Anyhoo, it sounded like fun, so I agreed to come on board, malevolently sweeping Miri along with me. It was then that the complications began to ensue. Chief among them was that this play, apparently, was not actually going to be written as a group effort among the four-ish of us. Apparently, the principal had commissioned a whole posse of other alumnae/mothers to chip in. First we thought that it was going to be a wide-spread effort. Then there was a meeting where it seemed like only our team (or rather, the state-side representatives thereof) had brought anything to the table and so we dibsed it. Then there was an e-mail that indicated that it would be a general effort, with everybody sending in scenes as their spirits moved them, with the various parts calibrated with one another by some directive power at the end. Then there was a suggestion that different authors take different characters, which would keep the voices nice and different, but also mean that people would go around writing one character's lines in a scene and leaving little breaks to be filled in for other characters. And then in the end it became clear that actually, our team (mostly, if I might say, I. And Miri, to some degree) was the only one doing any work and thus we got to write the play just as we liked. Which is nice, because it's problematic enough without being composed by committee.

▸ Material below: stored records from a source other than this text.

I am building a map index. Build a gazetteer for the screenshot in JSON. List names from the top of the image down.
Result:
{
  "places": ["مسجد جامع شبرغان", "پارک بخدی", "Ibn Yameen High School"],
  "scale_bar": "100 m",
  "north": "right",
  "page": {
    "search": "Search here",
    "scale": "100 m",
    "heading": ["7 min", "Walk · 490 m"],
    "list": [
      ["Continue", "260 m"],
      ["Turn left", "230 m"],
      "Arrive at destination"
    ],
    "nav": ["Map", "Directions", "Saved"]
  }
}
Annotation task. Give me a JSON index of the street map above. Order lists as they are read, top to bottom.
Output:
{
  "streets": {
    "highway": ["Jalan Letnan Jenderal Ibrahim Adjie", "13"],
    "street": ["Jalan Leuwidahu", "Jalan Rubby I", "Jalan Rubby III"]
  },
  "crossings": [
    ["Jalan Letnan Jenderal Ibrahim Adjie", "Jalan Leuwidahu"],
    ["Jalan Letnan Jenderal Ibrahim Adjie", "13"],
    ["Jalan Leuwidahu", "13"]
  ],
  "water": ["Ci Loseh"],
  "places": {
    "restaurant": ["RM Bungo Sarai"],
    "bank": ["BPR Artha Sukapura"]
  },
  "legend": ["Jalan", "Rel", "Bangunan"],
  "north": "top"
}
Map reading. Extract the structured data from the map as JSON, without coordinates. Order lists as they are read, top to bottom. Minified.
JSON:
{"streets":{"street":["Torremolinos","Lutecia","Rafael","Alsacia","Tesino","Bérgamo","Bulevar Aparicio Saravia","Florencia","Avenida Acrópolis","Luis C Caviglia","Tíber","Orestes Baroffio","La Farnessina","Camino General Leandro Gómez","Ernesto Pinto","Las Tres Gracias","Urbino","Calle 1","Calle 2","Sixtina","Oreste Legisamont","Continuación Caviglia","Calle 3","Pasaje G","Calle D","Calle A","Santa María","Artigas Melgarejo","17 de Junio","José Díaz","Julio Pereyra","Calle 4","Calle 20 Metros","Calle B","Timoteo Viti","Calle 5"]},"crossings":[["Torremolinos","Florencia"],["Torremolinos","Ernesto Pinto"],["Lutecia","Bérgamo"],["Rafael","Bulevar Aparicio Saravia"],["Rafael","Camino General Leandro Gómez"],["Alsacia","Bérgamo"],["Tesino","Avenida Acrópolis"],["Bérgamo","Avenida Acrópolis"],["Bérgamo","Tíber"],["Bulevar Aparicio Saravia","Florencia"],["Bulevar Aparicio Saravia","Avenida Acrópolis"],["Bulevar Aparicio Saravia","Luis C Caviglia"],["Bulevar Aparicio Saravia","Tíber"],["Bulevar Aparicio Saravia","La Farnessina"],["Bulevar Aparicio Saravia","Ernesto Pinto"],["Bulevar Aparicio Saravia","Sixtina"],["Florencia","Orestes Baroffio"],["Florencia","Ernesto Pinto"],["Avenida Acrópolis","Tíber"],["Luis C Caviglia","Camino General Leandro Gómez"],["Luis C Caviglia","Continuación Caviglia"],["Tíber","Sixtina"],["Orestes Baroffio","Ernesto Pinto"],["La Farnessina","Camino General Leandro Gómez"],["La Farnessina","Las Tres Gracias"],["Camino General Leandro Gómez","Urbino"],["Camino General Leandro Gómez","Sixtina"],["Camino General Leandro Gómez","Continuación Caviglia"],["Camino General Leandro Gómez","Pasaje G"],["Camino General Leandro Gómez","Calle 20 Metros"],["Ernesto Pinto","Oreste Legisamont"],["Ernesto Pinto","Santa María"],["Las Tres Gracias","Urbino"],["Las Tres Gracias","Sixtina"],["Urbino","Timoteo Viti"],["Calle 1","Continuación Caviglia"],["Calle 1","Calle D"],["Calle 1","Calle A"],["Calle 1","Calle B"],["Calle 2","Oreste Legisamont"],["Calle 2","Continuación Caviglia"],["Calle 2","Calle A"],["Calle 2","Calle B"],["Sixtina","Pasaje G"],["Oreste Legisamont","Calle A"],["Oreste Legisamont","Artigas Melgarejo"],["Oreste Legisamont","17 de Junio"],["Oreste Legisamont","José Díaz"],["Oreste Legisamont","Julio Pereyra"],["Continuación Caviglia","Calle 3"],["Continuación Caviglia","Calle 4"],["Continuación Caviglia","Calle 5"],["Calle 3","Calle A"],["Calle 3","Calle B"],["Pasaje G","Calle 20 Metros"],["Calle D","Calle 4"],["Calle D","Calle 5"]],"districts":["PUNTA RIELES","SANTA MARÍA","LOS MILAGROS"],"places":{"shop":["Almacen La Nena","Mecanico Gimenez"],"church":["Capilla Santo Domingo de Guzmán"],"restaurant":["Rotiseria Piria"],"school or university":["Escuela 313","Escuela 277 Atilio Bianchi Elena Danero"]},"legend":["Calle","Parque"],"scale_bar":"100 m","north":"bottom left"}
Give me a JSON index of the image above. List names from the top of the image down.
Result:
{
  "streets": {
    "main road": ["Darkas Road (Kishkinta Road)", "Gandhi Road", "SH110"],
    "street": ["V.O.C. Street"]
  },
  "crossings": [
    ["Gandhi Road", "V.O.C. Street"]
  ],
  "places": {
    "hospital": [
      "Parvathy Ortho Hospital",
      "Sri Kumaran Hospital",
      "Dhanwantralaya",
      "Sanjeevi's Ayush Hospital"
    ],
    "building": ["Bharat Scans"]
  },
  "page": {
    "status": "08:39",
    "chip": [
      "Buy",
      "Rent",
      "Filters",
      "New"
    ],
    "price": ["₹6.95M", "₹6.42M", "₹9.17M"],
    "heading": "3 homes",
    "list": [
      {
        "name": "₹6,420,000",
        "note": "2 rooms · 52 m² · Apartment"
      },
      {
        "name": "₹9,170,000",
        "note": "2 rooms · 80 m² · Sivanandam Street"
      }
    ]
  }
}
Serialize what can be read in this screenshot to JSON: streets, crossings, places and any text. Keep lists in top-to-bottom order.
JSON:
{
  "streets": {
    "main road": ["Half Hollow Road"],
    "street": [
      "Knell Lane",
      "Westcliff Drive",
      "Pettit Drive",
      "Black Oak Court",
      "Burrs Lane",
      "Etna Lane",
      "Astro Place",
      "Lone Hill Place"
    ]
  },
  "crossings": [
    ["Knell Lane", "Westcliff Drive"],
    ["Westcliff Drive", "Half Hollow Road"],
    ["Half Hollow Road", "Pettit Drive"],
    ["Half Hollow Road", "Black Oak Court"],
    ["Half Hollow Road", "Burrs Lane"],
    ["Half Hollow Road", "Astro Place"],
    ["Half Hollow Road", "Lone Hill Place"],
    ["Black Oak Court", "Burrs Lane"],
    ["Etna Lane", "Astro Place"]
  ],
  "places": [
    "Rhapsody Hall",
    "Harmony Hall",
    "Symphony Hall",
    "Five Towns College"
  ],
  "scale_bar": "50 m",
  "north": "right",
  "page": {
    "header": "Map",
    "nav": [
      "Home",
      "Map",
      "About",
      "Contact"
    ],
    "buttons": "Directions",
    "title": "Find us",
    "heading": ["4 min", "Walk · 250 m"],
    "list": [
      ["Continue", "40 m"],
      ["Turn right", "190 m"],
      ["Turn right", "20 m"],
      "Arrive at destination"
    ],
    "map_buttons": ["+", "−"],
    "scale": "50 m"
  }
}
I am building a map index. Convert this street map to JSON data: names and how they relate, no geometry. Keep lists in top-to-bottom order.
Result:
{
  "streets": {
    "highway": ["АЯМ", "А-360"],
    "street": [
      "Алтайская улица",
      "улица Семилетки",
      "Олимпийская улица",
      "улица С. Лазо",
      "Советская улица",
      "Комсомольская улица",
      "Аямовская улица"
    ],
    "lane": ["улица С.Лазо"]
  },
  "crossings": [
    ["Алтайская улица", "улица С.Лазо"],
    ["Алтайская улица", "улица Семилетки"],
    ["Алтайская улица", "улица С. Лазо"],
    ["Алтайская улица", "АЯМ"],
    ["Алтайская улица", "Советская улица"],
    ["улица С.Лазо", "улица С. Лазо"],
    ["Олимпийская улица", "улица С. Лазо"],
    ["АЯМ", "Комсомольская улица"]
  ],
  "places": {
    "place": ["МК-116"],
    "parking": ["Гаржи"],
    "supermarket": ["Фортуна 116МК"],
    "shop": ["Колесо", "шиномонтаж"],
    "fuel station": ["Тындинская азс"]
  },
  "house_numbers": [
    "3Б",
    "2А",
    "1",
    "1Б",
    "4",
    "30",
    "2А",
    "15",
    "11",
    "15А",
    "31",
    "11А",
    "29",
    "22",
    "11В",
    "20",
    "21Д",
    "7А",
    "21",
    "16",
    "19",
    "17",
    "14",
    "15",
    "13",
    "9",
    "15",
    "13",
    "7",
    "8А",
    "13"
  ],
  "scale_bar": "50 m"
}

The play, you see, is the story of Purim and we must walk the thin line of making it actually good without making it preachy or sappy, while at the same time conveying a definite midrashically-supported message. This is particularly difficult for Miri and myself, in our newly acquired/discovered Modern Orthodoxy, since I don't know that our messages are quite the same as the school's. But we soldier on, keeping it general and about faith in G-d and so forth. And I must note that both the principal and our friends from high school are being totally tolerant and sweet, not caring about the gaps in philosophies and life decisions and treating us just like people and not ideologies, which is just what the world needs more of, so yay them.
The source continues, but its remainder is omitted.